Instructions to follow ▸
Pick each line containing "bottom" out of the records.

Excerpts from a dataset

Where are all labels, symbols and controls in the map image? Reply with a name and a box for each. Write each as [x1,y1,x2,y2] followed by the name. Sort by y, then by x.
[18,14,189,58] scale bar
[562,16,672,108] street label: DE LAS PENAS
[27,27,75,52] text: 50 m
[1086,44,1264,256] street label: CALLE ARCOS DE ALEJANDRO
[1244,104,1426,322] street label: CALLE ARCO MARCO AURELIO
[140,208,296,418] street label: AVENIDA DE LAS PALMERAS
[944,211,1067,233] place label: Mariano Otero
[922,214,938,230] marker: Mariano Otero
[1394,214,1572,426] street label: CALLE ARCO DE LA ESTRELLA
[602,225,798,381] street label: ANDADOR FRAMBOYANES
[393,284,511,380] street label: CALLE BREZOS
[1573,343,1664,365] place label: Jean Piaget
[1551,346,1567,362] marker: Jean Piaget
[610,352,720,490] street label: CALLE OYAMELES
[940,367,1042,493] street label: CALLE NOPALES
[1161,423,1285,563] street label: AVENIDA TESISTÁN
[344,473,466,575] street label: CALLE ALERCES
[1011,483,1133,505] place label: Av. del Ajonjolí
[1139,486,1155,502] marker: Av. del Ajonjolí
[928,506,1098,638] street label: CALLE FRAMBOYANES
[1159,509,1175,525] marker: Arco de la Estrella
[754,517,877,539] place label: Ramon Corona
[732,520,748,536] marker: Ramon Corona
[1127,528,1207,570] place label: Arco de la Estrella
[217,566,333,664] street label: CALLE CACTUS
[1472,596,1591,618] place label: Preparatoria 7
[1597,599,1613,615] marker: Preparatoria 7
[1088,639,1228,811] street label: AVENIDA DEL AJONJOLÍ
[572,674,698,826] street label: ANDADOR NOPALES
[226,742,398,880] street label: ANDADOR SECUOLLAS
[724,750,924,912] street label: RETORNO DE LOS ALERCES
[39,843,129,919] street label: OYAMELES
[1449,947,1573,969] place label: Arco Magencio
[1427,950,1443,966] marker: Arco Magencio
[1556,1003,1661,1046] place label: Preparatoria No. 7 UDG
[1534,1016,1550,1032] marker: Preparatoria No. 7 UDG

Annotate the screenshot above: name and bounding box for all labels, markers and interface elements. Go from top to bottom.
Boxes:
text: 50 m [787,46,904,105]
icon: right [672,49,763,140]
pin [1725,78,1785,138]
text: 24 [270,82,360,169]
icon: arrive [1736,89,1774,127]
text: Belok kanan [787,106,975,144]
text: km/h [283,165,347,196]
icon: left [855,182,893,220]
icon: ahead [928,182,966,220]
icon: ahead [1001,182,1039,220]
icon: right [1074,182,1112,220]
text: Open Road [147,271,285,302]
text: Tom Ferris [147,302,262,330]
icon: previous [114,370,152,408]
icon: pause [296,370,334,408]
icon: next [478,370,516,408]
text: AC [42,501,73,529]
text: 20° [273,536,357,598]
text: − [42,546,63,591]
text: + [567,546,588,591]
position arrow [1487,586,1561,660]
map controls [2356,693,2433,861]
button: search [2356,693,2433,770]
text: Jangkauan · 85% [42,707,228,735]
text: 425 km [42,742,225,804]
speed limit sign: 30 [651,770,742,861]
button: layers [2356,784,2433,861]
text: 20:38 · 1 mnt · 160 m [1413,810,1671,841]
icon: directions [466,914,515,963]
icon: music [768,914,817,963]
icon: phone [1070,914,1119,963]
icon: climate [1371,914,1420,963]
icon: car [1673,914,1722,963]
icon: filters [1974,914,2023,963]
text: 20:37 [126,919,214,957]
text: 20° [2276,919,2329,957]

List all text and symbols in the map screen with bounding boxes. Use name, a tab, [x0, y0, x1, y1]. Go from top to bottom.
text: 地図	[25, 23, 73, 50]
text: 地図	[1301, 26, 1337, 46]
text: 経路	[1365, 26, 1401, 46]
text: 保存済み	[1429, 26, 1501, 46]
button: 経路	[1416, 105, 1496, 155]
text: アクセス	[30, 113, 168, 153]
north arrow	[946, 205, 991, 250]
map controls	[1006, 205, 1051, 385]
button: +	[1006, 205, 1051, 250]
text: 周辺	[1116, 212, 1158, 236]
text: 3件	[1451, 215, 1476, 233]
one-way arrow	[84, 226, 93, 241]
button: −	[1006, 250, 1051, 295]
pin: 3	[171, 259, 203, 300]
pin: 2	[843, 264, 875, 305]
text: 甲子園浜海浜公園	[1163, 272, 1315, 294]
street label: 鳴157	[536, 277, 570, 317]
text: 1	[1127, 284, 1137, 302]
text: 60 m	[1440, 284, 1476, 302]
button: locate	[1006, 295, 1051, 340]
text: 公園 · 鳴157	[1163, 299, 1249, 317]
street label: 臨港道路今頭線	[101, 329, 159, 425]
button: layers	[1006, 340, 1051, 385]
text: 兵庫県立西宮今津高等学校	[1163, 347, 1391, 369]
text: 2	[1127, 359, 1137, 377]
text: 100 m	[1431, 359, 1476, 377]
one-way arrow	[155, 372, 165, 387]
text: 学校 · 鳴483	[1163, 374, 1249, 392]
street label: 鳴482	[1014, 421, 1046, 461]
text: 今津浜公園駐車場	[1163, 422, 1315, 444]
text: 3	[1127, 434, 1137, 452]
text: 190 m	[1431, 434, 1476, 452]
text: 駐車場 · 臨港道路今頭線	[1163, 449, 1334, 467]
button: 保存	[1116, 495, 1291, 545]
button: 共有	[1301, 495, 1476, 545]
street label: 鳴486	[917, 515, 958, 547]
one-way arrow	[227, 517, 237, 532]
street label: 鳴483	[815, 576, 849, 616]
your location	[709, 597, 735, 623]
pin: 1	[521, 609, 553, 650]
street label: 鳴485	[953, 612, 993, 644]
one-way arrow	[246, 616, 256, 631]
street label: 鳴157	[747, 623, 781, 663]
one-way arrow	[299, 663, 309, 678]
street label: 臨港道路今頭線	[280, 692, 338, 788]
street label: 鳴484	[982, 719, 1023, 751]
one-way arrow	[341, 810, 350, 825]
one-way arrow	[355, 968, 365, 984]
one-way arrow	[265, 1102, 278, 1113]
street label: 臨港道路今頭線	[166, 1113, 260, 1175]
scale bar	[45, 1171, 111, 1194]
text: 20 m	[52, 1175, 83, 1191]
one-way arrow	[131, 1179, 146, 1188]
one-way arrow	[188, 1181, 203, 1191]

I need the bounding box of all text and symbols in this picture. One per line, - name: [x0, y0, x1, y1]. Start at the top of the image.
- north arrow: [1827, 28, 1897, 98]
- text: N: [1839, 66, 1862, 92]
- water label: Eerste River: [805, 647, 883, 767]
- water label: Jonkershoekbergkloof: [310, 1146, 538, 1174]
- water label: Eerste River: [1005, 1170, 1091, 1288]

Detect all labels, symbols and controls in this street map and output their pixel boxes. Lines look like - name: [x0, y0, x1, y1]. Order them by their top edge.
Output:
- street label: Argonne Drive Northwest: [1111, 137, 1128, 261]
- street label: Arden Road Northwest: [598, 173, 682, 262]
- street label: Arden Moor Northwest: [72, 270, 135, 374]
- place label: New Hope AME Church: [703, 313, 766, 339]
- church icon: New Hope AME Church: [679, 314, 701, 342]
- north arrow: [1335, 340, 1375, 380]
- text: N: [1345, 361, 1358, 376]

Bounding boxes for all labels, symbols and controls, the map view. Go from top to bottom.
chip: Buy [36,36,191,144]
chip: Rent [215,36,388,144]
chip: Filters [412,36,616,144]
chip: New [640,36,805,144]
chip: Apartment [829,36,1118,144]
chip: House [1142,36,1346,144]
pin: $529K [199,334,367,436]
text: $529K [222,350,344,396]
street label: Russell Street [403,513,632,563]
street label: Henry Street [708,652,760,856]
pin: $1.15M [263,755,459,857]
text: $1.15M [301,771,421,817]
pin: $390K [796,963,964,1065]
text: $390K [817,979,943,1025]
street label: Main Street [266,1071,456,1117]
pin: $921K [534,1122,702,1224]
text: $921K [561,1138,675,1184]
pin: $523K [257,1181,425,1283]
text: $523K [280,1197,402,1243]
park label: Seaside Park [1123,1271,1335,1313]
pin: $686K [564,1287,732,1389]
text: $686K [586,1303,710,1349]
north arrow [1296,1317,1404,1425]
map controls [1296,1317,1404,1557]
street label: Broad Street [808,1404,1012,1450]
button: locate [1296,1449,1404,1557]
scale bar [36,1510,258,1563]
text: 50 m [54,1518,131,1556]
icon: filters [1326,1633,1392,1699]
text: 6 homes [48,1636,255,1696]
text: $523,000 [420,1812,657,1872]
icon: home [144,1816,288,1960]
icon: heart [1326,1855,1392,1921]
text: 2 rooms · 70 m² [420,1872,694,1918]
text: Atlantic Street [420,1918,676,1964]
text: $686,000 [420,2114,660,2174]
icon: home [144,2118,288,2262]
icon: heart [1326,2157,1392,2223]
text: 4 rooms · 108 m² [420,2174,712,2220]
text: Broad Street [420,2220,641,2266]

Result ▸
Annotate the screenshot above: name and bounding box for all labels, markers and interface elements. Go from top to bottom.
List all text and symbols in the map screen with bounding boxes. Use name, a tab, [x0, y0, x1, y1]. Go from top to bottom.
Bounding boxes for all labels, symbols and controls, the map view. Go from top to bottom.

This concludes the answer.